= Merry Crisis =

Political slogan from the 2008 Civil Unrest in Greece

"Merry Crisis" or "Merry Crisis and a Happy New Fear" is a slogan that appeared as graffiti in Athens during the 2008 Civil Unrest in Greece.

Earlier, a picture of such graffiti appeared on the cover of Vavel magazine's 2007 Christmas special. The British anarchist publication Occupied London states that it was "one of the main slogans of the 2008 revolt."

==Background==

On 6 December 2008, Alexandros Grigoropoulos, a fifteen-year-old boy, was killed by policemen in Exarcheia, a neighborhood of Athens. Within a few hours, protesters were in Athens marching, setting buildings on fire and building barricades.
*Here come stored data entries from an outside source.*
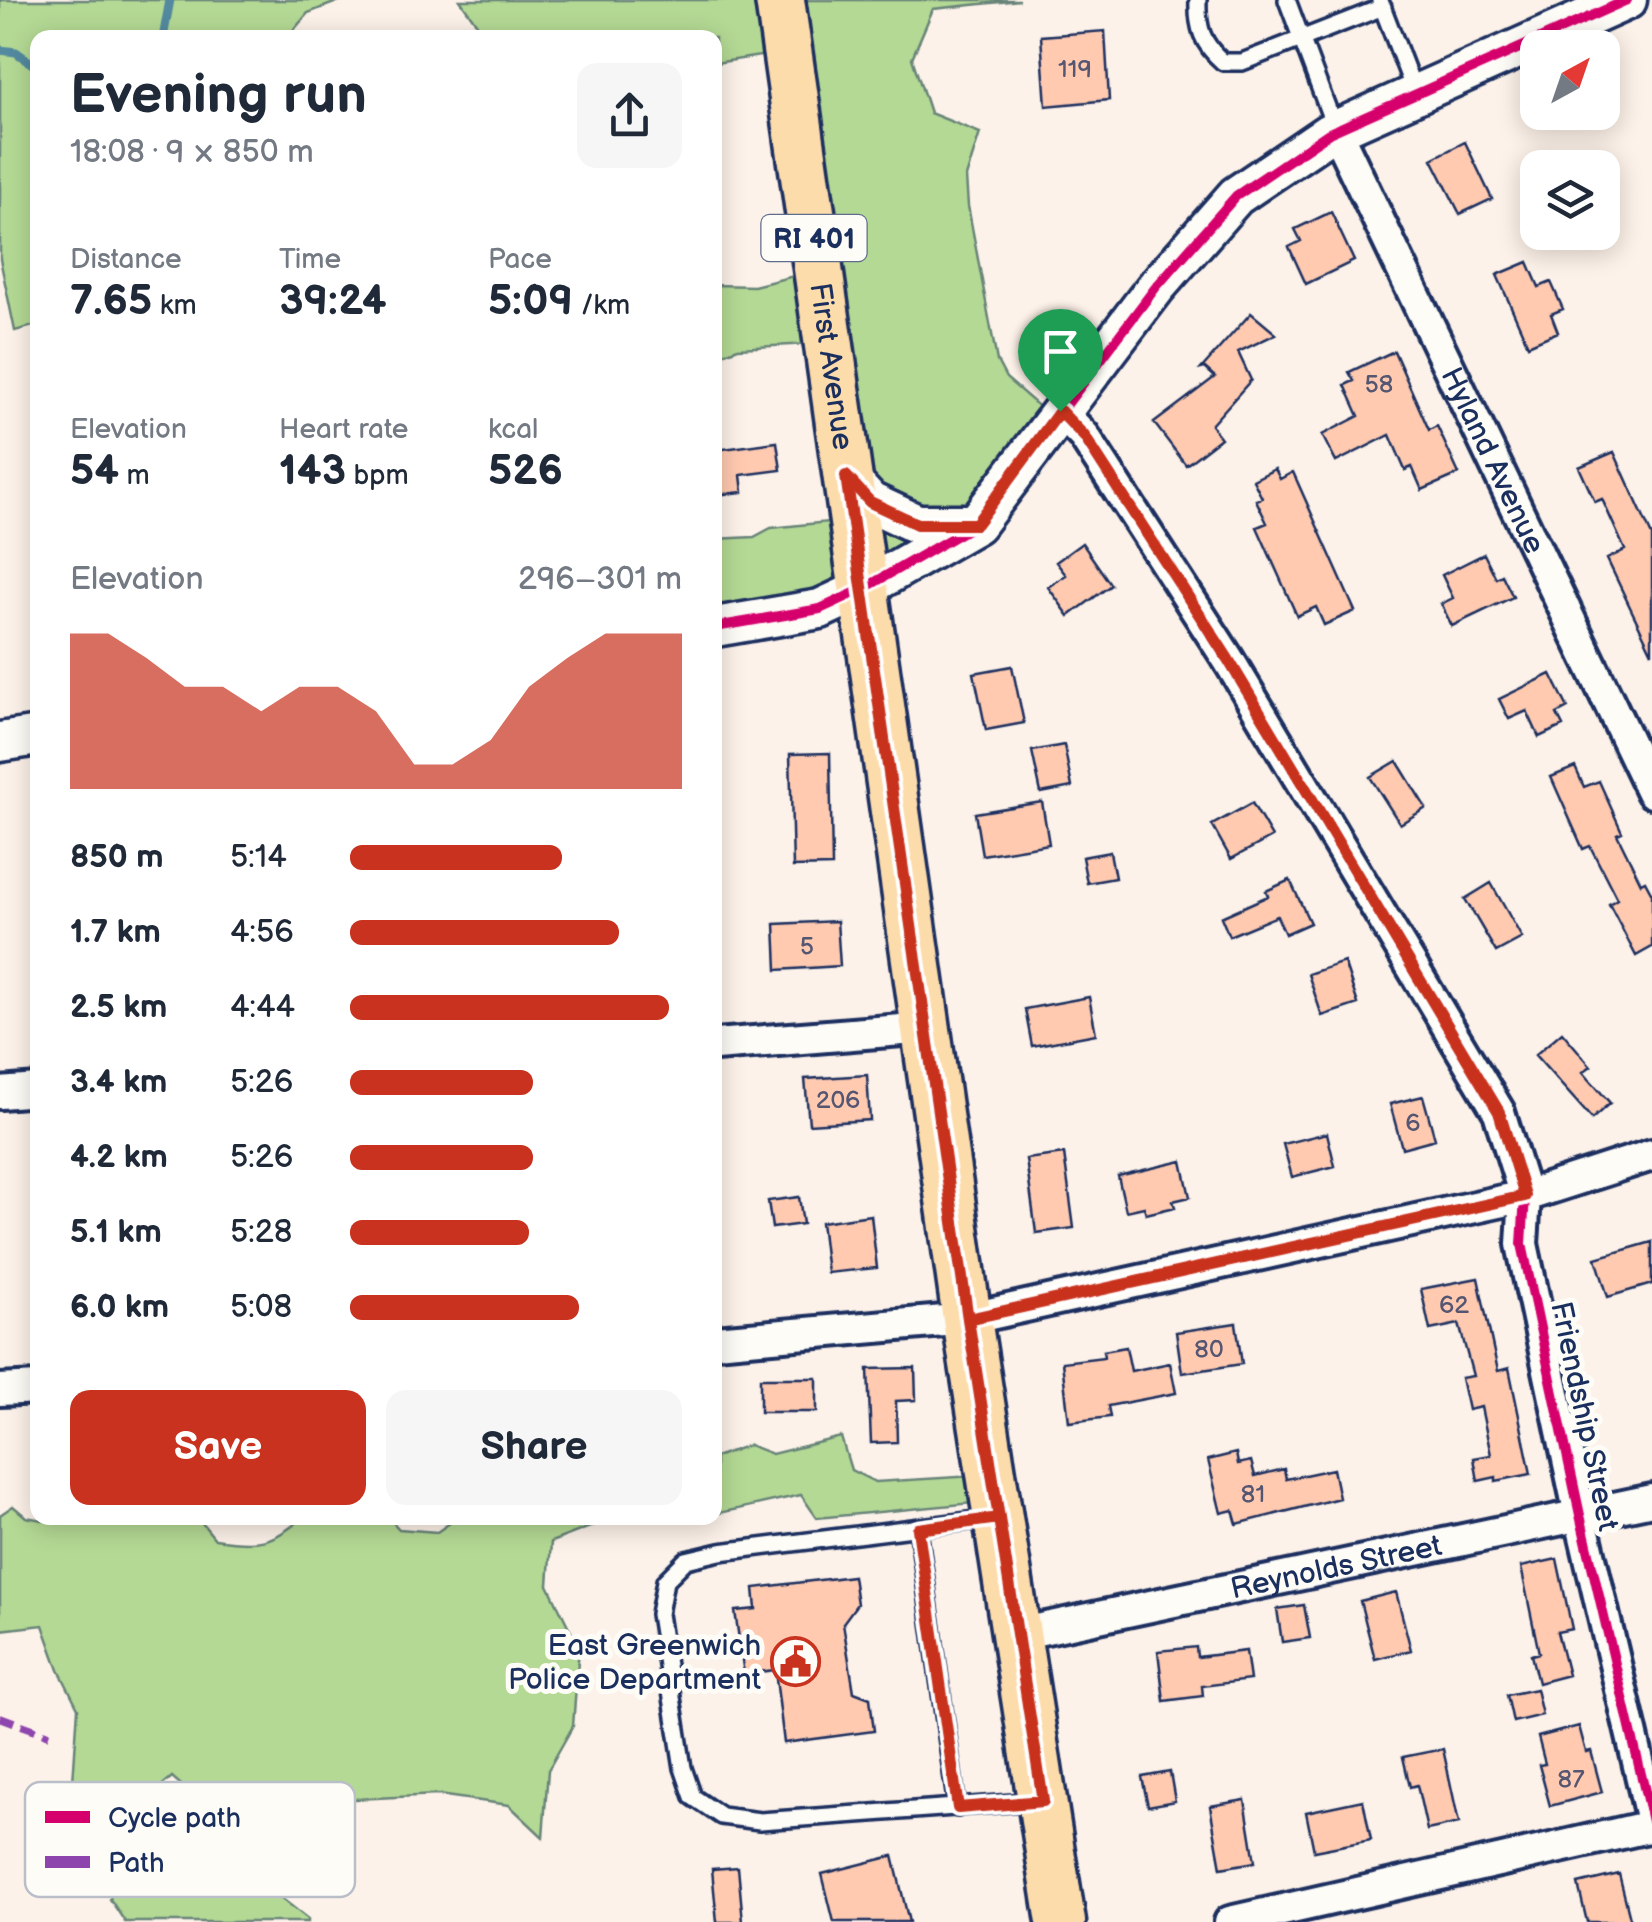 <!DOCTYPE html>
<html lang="en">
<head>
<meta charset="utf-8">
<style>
	:root { --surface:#fff; --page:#f6f6f7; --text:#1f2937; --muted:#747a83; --accent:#c8321e }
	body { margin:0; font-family:"Balsamiq Sans",sans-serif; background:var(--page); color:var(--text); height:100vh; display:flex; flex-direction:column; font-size:38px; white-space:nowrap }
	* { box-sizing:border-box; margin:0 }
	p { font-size:32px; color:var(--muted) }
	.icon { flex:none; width:55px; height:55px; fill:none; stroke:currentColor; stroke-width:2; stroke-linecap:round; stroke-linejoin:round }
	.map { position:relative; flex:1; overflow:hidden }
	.panel { position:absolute; left:30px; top:30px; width:692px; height:1495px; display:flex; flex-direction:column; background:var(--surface); border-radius:20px; box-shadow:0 5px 25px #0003 }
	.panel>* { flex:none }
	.needle { width:65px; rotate:40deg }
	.fabs { position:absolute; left:1520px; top:30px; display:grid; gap:20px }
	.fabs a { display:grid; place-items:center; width:100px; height:100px; border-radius:20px; background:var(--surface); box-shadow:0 5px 25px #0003; font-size:50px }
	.pin { position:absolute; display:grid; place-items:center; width:85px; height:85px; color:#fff; margin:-102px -42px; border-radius:50% 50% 50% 0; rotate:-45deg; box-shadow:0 0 10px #0007 }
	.pin .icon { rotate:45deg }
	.round { display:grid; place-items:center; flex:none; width:105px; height:105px; border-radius:20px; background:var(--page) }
	.overview { display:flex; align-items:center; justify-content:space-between; height:170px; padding:0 40px }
	h1 { font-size:55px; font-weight:700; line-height:75px }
	.figures { display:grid; grid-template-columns:repeat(3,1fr); gap:15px; height:170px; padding:10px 40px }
	.figures div { display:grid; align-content:center }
	.figures b { font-size:42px; font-weight:700 }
	.figures small { font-size:28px; font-weight:400 }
	.figures p { font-size:28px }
	.chart { height:280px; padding:20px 40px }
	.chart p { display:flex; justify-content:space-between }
	.chart svg { width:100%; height:180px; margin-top:10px; fill:var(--accent); opacity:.7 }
	.primary-button { display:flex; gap:20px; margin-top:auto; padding:20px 40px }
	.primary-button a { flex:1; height:115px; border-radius:20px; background:var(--accent); color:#fff; font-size:40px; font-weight:700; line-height:115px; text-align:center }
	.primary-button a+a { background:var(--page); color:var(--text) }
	ul { padding:0 40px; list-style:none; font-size:32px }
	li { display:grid; grid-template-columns:160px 120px 1fr; align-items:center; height:75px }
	li i { height:25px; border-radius:12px; background:var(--accent) }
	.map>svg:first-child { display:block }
	.green { fill:#b4d994; stroke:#688479; stroke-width:2.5 }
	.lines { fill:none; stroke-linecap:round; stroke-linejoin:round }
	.stream { stroke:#528aa0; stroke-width:9 }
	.building { fill:#ffcab0; stroke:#1b2f5e; stroke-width:2.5 }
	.service-casing { stroke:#1b2f5e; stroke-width:22 }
	.minor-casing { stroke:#1b2f5e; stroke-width:38 }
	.tertiary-casing { stroke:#1b2f5e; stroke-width:45 }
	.primary-casing { stroke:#1b2f5e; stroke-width:55 }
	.service { stroke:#fdfcf7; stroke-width:15 }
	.minor { stroke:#fdfcf7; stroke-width:30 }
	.tertiary { stroke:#fdfcf7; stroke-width:38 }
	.primary { stroke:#fddcac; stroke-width:48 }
	.quiet { stroke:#8e44ad; stroke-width:8; stroke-dasharray:15 8; stroke-linecap:butt }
	.cycleway-casing { stroke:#fdfcf7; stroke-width:16 }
	.cycleway { stroke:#d6006c; stroke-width:10 }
	.route-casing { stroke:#fff; stroke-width:20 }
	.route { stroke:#c8321e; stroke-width:12 }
	.labels { text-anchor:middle; stroke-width:10; stroke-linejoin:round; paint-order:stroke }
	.number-label { font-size:25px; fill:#545672 }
	.shield { fill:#fdfcf7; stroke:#5f6c8c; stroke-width:2.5 }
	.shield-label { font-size:28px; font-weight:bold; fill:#1b2f5e }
	.street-label { font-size:30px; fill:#1b2f5e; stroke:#fdfcf7 }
	.poi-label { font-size:30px; fill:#1b2f5e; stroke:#fdfcf7; text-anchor:end }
	.key { fill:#fdfcf7; stroke:#b9bec9; stroke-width:2.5 }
	.key-label { font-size:28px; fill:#1b2f5e }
</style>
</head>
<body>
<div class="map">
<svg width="1652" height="1922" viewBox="0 0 1652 1922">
	<rect width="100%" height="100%" fill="#fdf2e9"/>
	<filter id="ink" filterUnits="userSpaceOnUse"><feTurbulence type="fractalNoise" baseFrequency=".01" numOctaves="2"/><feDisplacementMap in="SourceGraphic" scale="20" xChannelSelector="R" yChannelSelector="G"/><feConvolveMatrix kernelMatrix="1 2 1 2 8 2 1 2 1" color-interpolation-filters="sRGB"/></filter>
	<g filter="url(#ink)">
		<path class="green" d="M 0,0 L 342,0 L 308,13 L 288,37 L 38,38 L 37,325 L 15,331 L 0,259 Z
			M 460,0 L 1020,0 L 933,9 L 912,58 L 930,113 L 980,133 L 966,177 L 968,206 L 997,361 L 1006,378 L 1052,418 L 962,523 L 856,590 L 715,625 L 715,539 L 754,537 L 771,528 L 848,520 L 826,343 L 738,348 L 715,357 L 715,285 L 754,286 L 810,272 L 786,52 L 715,63 L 715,38 L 486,37 Z
			M 841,1437 L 851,1470 L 875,1482 L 991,1475 L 995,1501 L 817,1518 L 801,1495 L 715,1514 L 715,1457 L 749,1445 L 772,1454 Z
			M 13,1506 L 26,1517 L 59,1523 L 198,1518 L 215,1539 C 254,1545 272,1545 302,1518 C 331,1521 359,1517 389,1518 L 399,1529 L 437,1532 L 457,1518 L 604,1518 L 593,1526 L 551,1542 L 548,1585 L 579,1648 L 573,1726 L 548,1770 L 543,1837 L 509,1805 L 438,1795 L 355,1799 L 196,1798 L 172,1777 L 133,1810 L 95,1813 L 73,1782 L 78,1708 L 59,1670 L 43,1625 L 0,1630 L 0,1515 Z
			M 215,1846 L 308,1919 L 308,1922 L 125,1922 L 110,1899 L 123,1854 Z"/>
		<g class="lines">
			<path class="stream" d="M 163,38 L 170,0
				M 0,50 L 16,52 L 38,68"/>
		</g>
		<path class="building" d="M 1105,31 L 1109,100 L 1046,106 L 1041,36 Z
			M 1465,142 L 1492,199 L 1460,214 L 1432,159 Z
			M 1331,212 L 1354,261 L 1306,284 L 1289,247 L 1301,241 L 1295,229 Z
			M 1528,262 L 1539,287 L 1551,282 L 1563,309 L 1551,314 L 1558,332 L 1528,345 L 1497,275 Z
			M 1251,313 L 1276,334 L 1238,352 L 1251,380 L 1211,425 L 1221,438 L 1186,465 L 1154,423 L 1215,377 L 1205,368 L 1201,369 Z
			M 1394,351 L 1429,430 L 1437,426 L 1459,474 L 1422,490 L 1412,467 L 1405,470 L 1390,435 L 1336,462 L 1322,435 L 1359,416 L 1345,385 L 1354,381 L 1349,372 Z
			M 777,442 L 781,470 L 741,475 L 743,492 L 715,495 L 715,450 Z
			M 1614,452 L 1652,536 L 1652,653 L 1607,559 L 1625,550 L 1602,499 L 1595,502 L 1579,467 Z
			M 1275,469 L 1280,479 L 1293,472 L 1355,611 L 1324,625 L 1316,607 L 1297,616 L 1257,527 L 1267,523 L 1256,500 L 1262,498 L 1253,480 Z
			M 1082,543 L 1111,585 L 1069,616 L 1048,587 L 1066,575 L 1056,562 Z
			M 1484,554 L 1496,578 L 1502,575 L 1513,597 L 1452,626 L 1441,604 L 1453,598 L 1442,575 Z
			M 1012,666 L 1024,723 L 986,730 L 974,673 Z
			M 1551,674 L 1568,708 L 1557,714 L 1563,726 L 1539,737 L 1527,711 L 1509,719 L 1499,699 Z
			M 1064,745 L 1072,787 L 1041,793 L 1032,751 Z
			M 830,753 L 832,866 L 793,867 L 790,754 Z
			M 1397,761 L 1426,808 L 1400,824 L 1370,777 Z
			M 1575,767 L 1584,787 L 1599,781 L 1622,832 L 1617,834 L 1641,883 L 1645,881 L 1652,894 L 1652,947 L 1636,956 L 1609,904 L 1617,899 L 1590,846 L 1583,849 L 1551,777 Z
			M 1042,802 L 1049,844 L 982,855 L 975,813 Z
			M 1252,803 L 1272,837 L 1231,859 L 1212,825 Z
			M 1110,852 L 1115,878 L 1087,883 L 1082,857 Z
			M 1290,880 L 1310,923 L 1285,934 L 1277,916 L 1229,936 L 1221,917 L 1268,896 L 1266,891 Z
			M 1491,883 L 1522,938 L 1496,952 L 1465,899 Z
			M 837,921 L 840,966 L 777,970 L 775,924 Z
			M 1344,962 L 1358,1004 L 1322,1016 L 1308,974 Z
			M 1089,997 L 1096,1034 L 1032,1046 L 1025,1009 Z
			M 1562,1032 L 1591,1066 L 1583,1072 L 1610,1103 L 1592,1119 L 1535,1055 Z
			M 867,1075 L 870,1120 L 809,1124 L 805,1079 Z
			M 1423,1096 L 1435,1139 L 1402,1148 L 1390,1104 Z
			M 1327,1133 L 1335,1166 L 1292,1177 L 1283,1144 Z
			M 1064,1154 L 1074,1228 L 1036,1233 L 1026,1159 Z
			M 1182,1161 L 1190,1197 L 1173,1201 L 1175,1207 L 1146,1214 L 1144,1207 L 1126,1211 L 1118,1176 Z
			M 799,1197 L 803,1224 L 772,1228 L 768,1201 Z
			M 871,1215 L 877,1268 L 827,1273 L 821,1222 Z
			M 1652,1242 L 1652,1284 L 1608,1297 L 1596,1258 Z
			M 1478,1278 L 1498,1371 L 1509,1368 L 1531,1474 L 1496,1481 L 1496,1477 L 1478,1481 L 1474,1458 L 1491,1455 L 1481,1407 L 1468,1410 L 1461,1378 L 1473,1376 L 1459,1324 L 1430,1330 L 1421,1289 Z
			M 1236,1323 L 1242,1364 L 1182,1373 L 1176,1332 Z
			M 1126,1347 L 1131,1371 L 1170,1363 L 1176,1393 L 1108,1406 L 1110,1417 L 1069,1422 L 1062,1362 L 1104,1357 L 1103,1351 Z
			M 915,1368 L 916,1400 L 896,1401 L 897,1442 L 871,1443 L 868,1369 Z
			M 760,1378 L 817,1378 L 817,1412 L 760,1412 Z
			M 1236,1453 L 1238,1464 L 1251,1461 L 1255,1476 L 1284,1469 L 1286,1479 L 1333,1469 L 1339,1498 L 1237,1524 L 1233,1510 L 1221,1513 L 1208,1460 Z
			M 1557,1559 L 1572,1629 L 1557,1632 L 1568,1675 L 1538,1683 L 1531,1655 L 1539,1653 L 1521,1567 Z
			M 853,1576 L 857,1604 L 843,1623 L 854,1692 L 870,1698 L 874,1731 L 784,1743 L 775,1670 L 744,1674 L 735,1611 L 756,1609 L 754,1588 Z
			M 1396,1592 L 1411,1650 L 1375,1659 L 1360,1601 Z
			M 1304,1605 L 1310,1638 L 1282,1642 L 1277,1609 Z
			M 1196,1647 L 1197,1657 L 1246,1651 L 1250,1680 L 1202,1686 L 1203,1696 L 1164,1701 L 1158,1651 Z
			M 1536,1689 L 1542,1715 L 1513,1722 L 1507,1695 Z
			M 1579,1726 L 1586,1752 L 1591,1751 L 1602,1792 L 1550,1806 L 1539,1765 L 1545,1764 L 1538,1737 Z
			M 1443,1749 L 1459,1823 L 1427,1830 L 1417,1785 L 1410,1787 L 1403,1757 Z
			M 1170,1772 L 1175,1801 L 1148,1806 L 1142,1777 Z
			M 1245,1800 L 1255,1862 L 1221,1868 L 1210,1806 Z
			M 1363,1800 L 1371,1840 L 1314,1851 L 1306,1812 Z
			M 893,1856 L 909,1922 L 834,1922 L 822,1874 Z
			M 738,1867 L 743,1922 L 717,1922 L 712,1869 Z
			M 1619,1874 L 1631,1922 L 1587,1922 L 1578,1884 Z"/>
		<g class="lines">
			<defs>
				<path id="service" d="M 1198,0 C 1197,27 1202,44 1223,62 L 1242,62 L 1383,7
					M 1287,0 L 1336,131
					M 1380,1 L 1416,95
					M 993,1518 L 720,1552 L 686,1560 L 665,1581 L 659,1614 L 683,1768 L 693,1797 L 721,1816 L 760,1821 L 1039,1801
					M 918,1529 L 957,1808"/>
				<g id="minor">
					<path id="s1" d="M 1336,131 L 1652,792"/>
					<path d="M 1060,411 L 1084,436 L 1228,659 L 1499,1112 L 1525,1196 L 1522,1244 L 1580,1515 L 1652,1821"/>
					<path d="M 715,1045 L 927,1028"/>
					<path d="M 0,1093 L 38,1090"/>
					<path d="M 715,1341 L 967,1319 L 1525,1196 L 1652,1155"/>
					<path d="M 0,1390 L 38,1388"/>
					<path id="s2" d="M 1018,1634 L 1652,1500"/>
					<path d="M 1230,1922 L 1652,1826"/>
				</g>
				<path id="tertiary" d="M 846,476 L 870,502 L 917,524 L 974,524
					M 715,627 L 820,609 L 863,589 L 976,524 L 1156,287 L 1236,196 L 1329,133 L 1627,0
					M 0,742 L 38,736"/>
				<g id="primary">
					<path id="s3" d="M 780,0 L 967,1319 L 1061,1922"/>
				</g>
			</defs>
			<use href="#service" class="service-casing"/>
			<use href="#minor" class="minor-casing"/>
			<use href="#tertiary" class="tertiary-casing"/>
			<use href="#primary" class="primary-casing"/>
			<use href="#service" class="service"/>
			<use href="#minor" class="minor"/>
			<use href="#tertiary" class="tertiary"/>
			<use href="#primary" class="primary"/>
			<path class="quiet" d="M 0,1717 L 49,1735"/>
			<defs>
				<path id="cycleway" d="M 1060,411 L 1084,436 L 1228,659 L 1499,1112 L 1525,1196 L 1522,1244 L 1580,1515 L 1652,1821
					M 715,627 L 820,609 L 863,589 L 976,524 L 1156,287 L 1236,196 L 1329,133 L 1627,0"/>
			</defs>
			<use href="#cycleway" class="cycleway-casing"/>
			<use href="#cycleway" class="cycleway"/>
		</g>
	</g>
	<g class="lines" filter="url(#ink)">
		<defs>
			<path id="route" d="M 1060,411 L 976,524 L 917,524 L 870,502 L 846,476 L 968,1319 L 999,1518 L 918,1529 L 958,1808 L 1043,1801 C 1018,1640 993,1480 968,1319 L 1525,1196 L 1499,1112 L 1228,659 L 1084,436 L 1060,411"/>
		</defs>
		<use href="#route" class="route-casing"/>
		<use href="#route" class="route"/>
	</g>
	<defs>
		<symbol id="civic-ring" viewBox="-11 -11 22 22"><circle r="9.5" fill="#fdfcf7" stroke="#c8321e" stroke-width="1.5"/><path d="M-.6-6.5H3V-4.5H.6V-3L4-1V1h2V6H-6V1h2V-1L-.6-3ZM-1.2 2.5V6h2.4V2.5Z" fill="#c8321e"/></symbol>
	</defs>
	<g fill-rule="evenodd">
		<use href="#civic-ring" x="768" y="1634" width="55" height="55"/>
	</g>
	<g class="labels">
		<g class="number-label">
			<text x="1075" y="77">119</text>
			<text x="1379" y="392">58</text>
			<text x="807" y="954">5</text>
			<text x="838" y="1108">206</text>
			<text x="1413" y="1131">6</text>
			<text x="1454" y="1313">62</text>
			<text x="1209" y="1357">80</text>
			<text x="1253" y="1502">81</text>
			<text x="1571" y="1787">87</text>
		</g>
		<rect class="shield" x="761.5" y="215" width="105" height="46" rx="8"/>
		<g class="shield-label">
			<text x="814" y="248">RI 401</text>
		</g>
		<g class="street-label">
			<text dy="10" stroke="none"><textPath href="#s3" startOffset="370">First Avenue</textPath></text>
			<text dy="10" stroke="none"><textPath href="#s1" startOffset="365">Hyland Avenue</textPath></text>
			<text transform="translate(1585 1416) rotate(78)" y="10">Friendship Street</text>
			<text dy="10" stroke="none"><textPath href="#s2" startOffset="325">Reynolds Street</textPath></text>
		</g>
		<g class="poi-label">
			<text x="761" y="1655">East Greenwich<tspan x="761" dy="34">Police Department</tspan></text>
		</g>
	</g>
	<rect x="25" y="1782" width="330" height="115" rx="15" class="key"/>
	<rect x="45" y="1811" width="45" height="12" fill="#d6006c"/>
	<rect x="45" y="1856" width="45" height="12" fill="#8e44ad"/>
	<g class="key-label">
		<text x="108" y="1827">Cycle path</text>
		<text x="108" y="1872">Path</text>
	</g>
</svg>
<div class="fabs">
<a><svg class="needle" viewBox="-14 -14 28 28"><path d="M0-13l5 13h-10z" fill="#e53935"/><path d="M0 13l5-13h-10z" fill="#747a83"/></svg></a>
<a><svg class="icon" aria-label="layers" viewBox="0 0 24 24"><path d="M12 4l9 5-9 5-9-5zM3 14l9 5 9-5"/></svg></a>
</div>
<div class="pin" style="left:1060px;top:411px;background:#1e9e55"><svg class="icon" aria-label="arrive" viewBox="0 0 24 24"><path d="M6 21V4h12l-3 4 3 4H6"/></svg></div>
<section class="panel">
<div class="overview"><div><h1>Evening run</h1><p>18:08 · 9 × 850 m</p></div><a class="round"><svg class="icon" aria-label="share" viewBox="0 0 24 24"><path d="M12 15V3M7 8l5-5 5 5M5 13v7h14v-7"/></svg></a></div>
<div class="figures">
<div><p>Distance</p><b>7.65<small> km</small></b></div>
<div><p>Time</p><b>39:24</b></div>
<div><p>Pace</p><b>5:09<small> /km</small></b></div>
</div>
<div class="figures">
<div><p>Elevation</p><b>54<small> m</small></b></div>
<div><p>Heart rate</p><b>143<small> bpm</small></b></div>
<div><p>kcal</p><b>526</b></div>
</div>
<div class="chart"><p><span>Elevation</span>296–301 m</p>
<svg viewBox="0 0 160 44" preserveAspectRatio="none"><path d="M0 44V6L10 6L20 12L30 19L40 19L50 25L60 19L70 19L80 25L90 38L100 38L110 32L120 19L130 12L140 6L150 6L160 6V44z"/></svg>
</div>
<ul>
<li><b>850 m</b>5:14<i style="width:64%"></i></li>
<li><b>1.7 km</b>4:56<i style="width:81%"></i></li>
<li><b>2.5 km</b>4:44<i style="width:96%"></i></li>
<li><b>3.4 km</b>5:26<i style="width:55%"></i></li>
<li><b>4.2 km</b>5:26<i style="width:55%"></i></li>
<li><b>5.1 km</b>5:28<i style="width:54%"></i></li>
<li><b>6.0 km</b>5:08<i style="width:69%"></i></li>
</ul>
<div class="primary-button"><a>Save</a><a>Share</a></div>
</section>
</div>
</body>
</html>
They targeted symbols of capitalism including banks, police stations, and the Christmas tree in Syntagma Square.

==Graffiti==

During the 2008 riots, an unknown person spray-painted the phrase "Merry crisis and a happy new fear" outside the Bank of Greece in Athens.

==Legacy==

Commentators of the riots describe the phrase as the motto of the riots.

==Other uses==

During the 2019–20 Australian bushfire season, an artist created a mural in a Sydney suburb depicting Australian Prime Minister Scott Morrison making a toast. A speech bubble states, "Merry Crisis". Prints and t-shirts of the mural were sold to raise money for the Rural Fire Service.